◆ **ACTIVITY**
With the records below as your source, retype each line exactly from the top down to the line that contains "function paint(path, color)", and include that line.

◆ **GIVEN INFORMATION**
┏━━

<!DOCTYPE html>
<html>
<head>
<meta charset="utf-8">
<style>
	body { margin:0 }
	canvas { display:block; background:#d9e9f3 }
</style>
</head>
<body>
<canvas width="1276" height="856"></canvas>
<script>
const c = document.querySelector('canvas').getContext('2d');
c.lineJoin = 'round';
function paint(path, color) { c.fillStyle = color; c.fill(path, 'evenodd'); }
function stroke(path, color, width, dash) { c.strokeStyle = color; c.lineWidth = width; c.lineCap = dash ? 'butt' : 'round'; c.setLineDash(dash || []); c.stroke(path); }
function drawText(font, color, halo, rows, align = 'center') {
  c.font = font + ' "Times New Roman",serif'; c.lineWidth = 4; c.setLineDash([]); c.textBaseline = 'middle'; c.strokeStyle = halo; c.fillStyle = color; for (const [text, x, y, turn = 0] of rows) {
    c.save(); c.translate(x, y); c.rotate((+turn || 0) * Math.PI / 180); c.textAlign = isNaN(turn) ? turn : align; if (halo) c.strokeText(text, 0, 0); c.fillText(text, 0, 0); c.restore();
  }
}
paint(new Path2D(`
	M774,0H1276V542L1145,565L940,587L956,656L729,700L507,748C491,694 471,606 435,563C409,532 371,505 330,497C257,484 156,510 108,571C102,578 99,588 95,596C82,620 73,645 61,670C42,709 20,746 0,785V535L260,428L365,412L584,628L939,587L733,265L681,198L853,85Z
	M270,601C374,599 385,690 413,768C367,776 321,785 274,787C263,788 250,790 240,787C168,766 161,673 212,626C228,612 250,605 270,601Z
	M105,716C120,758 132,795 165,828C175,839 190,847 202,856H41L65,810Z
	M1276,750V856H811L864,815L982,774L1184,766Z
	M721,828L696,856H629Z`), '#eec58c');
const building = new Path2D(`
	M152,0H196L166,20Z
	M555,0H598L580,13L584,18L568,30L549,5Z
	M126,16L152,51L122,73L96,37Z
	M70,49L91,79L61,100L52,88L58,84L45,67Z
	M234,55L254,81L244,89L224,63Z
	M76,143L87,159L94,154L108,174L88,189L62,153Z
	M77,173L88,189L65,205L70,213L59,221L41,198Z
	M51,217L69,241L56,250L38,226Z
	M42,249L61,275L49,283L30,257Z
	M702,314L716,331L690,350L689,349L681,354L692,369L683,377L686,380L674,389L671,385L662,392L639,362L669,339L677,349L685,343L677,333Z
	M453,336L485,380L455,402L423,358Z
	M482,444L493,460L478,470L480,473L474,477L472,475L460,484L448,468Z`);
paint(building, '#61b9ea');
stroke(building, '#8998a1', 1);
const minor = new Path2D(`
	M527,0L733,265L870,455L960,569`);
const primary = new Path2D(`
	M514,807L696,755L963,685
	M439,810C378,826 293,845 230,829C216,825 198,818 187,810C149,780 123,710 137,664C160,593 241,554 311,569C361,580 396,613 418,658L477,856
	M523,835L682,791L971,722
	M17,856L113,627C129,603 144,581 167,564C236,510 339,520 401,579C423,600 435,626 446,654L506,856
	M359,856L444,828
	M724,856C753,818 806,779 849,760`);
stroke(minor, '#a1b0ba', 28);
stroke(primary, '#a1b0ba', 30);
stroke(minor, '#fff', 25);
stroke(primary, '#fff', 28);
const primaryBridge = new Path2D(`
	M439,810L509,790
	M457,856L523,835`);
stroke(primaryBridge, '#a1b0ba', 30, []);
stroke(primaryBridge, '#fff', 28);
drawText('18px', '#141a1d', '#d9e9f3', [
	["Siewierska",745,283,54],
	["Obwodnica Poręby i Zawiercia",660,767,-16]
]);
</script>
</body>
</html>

┗━━

◆ **YOUR SOLUTION**
<!DOCTYPE html>
<html>
<head>
<meta charset="utf-8">
<style>
	body { margin:0 }
	canvas { display:block; background:#d9e9f3 }
</style>
</head>
<body>
<canvas width="1276" height="856"></canvas>
<script>
const c = document.querySelector('canvas').getContext('2d');
c.lineJoin = 'round';
function paint(path, color) { c.fillStyle = color; c.fill(path, 'evenodd'); }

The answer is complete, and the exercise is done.